The defendant’s initial denial of residence and then silence during the search cannot be equated to a waiver of his rights. As far as the record reflects, he truthfully answered the only question he was asked. “[I]t can hardly be said that Fourth Amendment rights evaporate merely because of a failure to make incriminating admissions in response to police inquiries.” 6 W. LaFave, Search and Seizure: A Treatise on the Fourth Amendment § 11.3(a), at 140 (4th ed. 2004). Our constitutional system does not demand that a defendant surrender information that could incriminate him in order to avail himself of another constitutional right. “To require a person to surrender one constitutional right in order to gain the benefit of another is simply intolerable …. There are some choices which the State cannot require a defendant to make, and a choice between constitutional rights is one of them.” State v. Hearns, 151 N.H. 226, 238 (2004) (quotations omitted).
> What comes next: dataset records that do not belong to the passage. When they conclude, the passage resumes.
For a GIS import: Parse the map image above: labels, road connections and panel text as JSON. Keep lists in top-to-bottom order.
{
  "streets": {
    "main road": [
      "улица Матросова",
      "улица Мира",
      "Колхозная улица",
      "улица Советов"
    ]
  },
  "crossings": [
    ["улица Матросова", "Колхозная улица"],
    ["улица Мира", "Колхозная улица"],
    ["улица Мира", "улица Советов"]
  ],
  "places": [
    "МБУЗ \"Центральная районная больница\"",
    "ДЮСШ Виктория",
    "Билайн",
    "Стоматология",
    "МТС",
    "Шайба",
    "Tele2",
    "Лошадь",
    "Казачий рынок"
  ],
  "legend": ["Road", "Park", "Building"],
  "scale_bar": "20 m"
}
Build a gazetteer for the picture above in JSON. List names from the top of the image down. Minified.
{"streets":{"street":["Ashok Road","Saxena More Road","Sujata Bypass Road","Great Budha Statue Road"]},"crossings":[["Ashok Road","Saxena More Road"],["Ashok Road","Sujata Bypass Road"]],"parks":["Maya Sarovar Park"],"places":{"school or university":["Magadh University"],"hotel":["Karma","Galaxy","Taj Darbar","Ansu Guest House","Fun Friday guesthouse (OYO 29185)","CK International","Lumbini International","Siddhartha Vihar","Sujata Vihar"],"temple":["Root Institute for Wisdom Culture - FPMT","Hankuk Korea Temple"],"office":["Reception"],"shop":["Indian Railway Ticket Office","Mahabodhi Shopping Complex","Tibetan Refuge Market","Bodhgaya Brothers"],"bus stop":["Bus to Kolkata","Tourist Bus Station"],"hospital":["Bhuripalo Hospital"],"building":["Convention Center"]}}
Warrant application was stale as to whether property would be found in defendant’s house, but the application was not so bare bones that the good faith exception was not satisfied. Patterson v. State, 930 A.2d 348 (Md. 2007). Comment: This court at least dealt with the merits of the staleness claim before turning to the good faith exception, taking both questions seriously and analyzing them in detail. As to staleness:
In reviewing cases where courts found probable cause to search a residence for a firearm, this Court in State v. Ward, 350 Md. 372, 379-80, 712 A.2d 534, 537 (1998) observed that “in each of the cases reviewed or cited below, there was probable cause to believe that a crime of violence, involving the use of a weapon, had been committed, that the defendant was the criminal agent, and that the defendant resided at the place to be searched.” In the present case, Officer Haak suspected that Patterson possessed a gun at the time of the traffic stop, and based on that suspicion, he inferred that Patterson had a weapon stored at his home. We have said in the context of a search for contraband that “the mere observation, documentation, or suspicion of a defendant’s participation in criminal activity will not necessarily suffice, by itself, to establish probable cause that inculpatory evidence will be found in the home …. There must be something more that, directly or by reasonable inference, will allow a neutral magistrate to determine that the contraband may be found in the home.” Holmes, 368 Md. at 523, 796 A.2d at 100-101.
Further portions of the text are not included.